◆ **Assignment**
Please return all lines of the data below containing the string "Wellwood".

══════════════════════════════

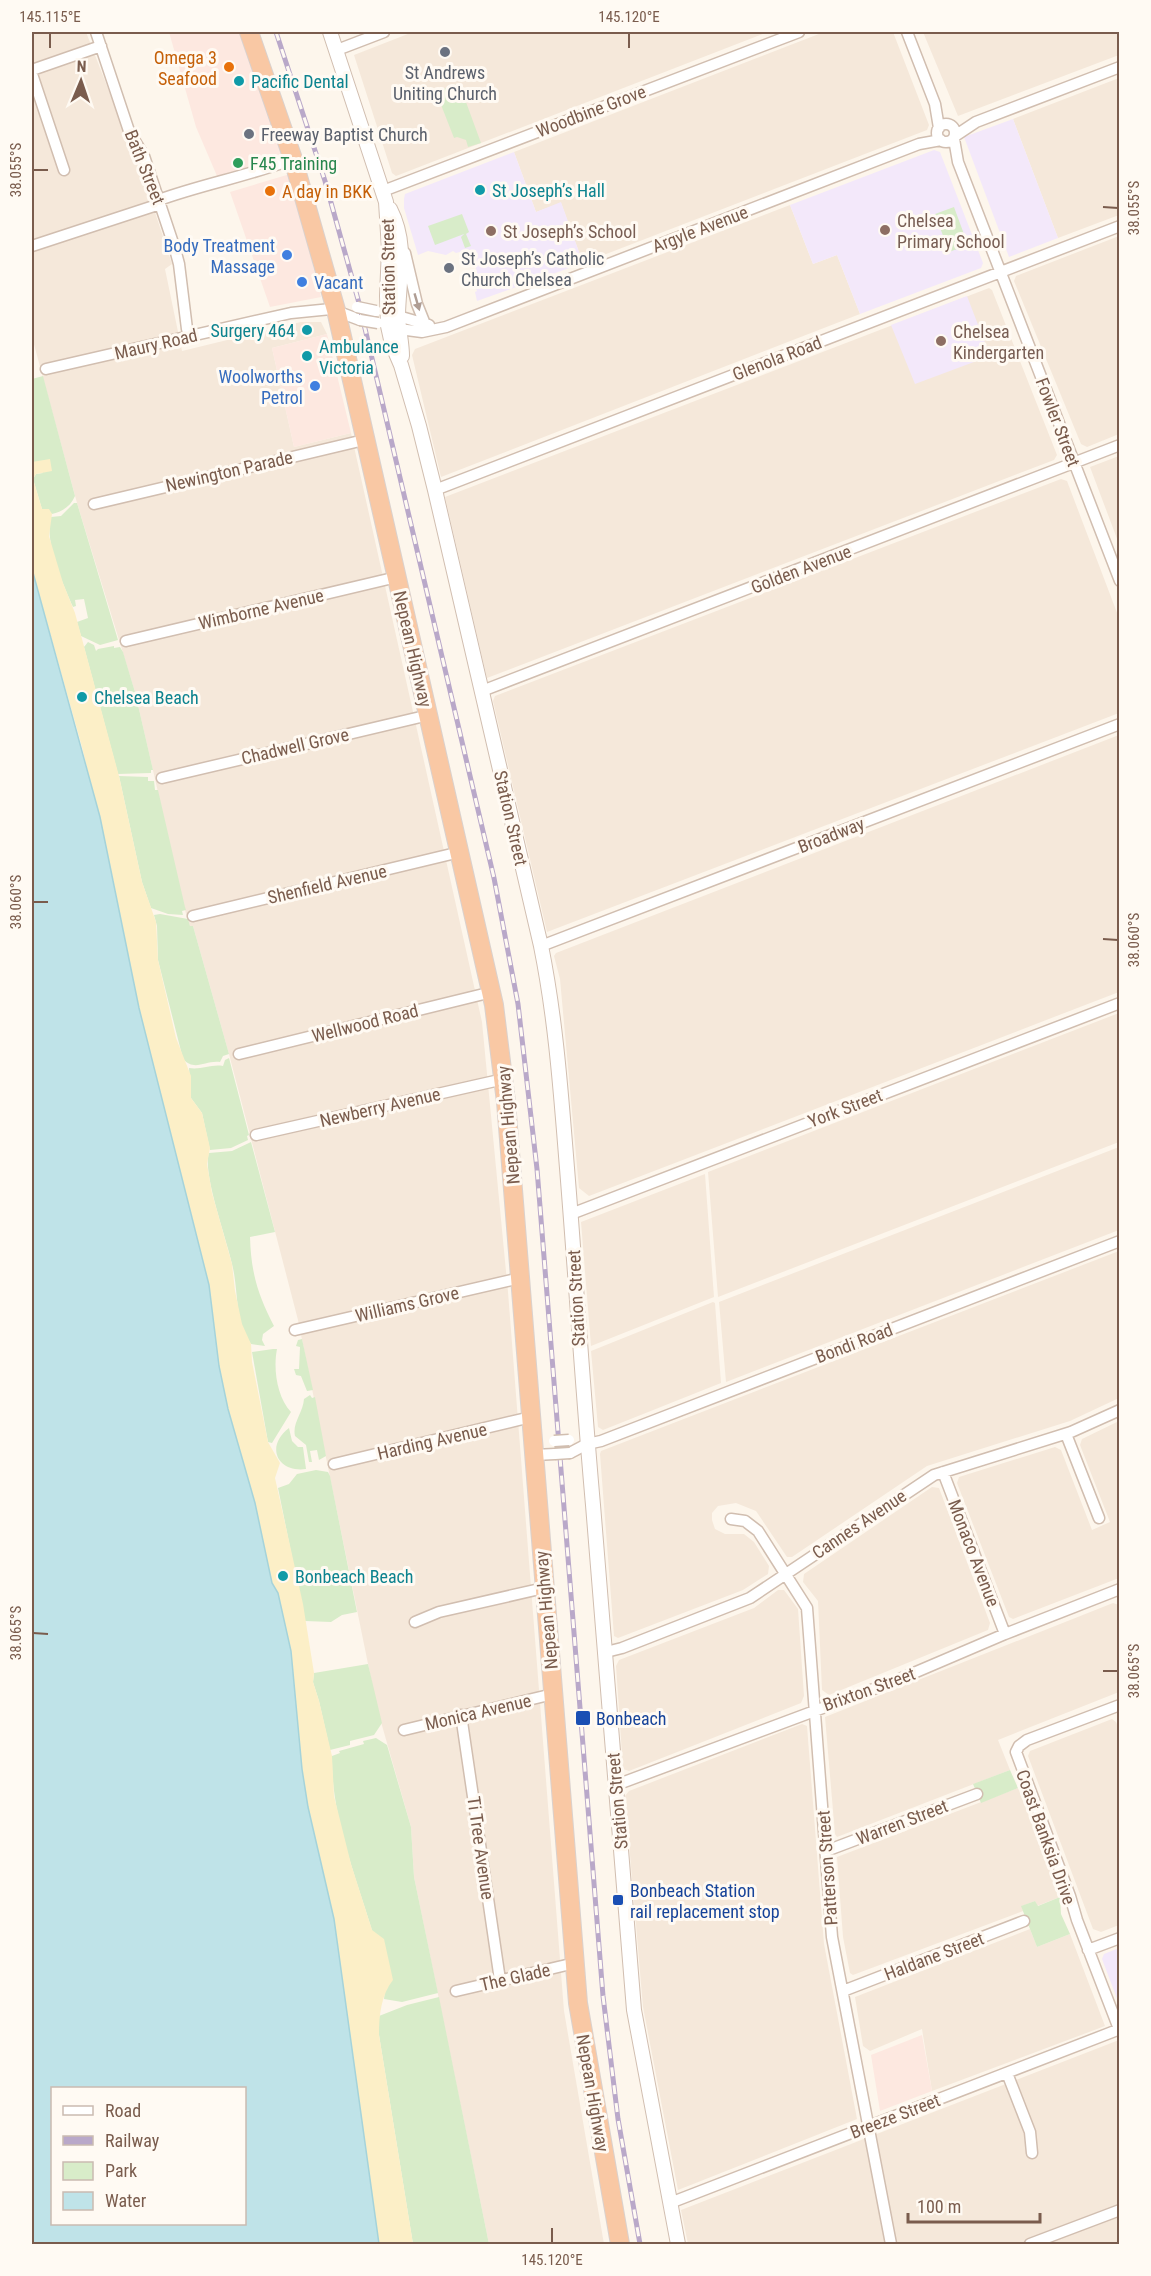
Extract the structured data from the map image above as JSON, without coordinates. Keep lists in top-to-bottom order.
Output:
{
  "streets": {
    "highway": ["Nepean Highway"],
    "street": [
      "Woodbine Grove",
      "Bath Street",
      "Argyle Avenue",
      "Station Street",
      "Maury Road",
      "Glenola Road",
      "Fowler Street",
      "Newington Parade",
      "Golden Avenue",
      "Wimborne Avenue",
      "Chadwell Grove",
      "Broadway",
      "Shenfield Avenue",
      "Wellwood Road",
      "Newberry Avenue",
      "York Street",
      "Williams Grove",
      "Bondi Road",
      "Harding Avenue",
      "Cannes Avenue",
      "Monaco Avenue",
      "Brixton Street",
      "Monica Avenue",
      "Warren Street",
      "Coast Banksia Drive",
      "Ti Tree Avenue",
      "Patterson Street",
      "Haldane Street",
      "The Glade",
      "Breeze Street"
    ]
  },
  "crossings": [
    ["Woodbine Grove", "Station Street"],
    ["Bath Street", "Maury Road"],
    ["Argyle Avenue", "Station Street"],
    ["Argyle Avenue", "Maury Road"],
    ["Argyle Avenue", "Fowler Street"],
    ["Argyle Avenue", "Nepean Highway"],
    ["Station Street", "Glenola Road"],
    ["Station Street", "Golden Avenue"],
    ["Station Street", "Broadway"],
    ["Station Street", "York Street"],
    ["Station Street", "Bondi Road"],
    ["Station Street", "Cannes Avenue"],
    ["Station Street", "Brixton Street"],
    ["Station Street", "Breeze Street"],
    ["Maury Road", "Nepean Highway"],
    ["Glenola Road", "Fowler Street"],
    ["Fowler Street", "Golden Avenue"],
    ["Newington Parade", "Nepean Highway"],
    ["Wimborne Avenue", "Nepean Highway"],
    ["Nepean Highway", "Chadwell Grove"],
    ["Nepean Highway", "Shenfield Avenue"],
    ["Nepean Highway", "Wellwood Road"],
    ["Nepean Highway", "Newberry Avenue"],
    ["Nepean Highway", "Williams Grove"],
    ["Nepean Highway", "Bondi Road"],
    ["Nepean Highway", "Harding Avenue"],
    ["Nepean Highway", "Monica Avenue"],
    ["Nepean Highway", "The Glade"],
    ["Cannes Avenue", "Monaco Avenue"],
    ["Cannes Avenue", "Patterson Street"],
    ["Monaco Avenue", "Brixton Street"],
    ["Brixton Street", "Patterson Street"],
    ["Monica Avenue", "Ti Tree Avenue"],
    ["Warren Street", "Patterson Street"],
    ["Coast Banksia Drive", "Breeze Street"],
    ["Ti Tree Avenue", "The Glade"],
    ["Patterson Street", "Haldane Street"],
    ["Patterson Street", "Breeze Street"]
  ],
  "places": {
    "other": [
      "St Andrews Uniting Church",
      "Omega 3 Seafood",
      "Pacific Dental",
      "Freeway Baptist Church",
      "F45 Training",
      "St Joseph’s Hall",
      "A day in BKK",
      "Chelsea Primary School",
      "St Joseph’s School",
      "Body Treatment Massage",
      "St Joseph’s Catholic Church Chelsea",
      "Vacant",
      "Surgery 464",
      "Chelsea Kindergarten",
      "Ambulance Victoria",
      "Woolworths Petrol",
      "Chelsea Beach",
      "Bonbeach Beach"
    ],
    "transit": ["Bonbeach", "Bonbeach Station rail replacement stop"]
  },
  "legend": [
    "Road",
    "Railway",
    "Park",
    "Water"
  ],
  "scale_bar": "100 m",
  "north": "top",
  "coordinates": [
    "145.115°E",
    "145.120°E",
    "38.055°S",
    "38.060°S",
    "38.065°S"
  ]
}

══════════════════════════════

◆ **Finished task**
      "Wellwood Road",
    ["Nepean Highway", "Wellwood Road"],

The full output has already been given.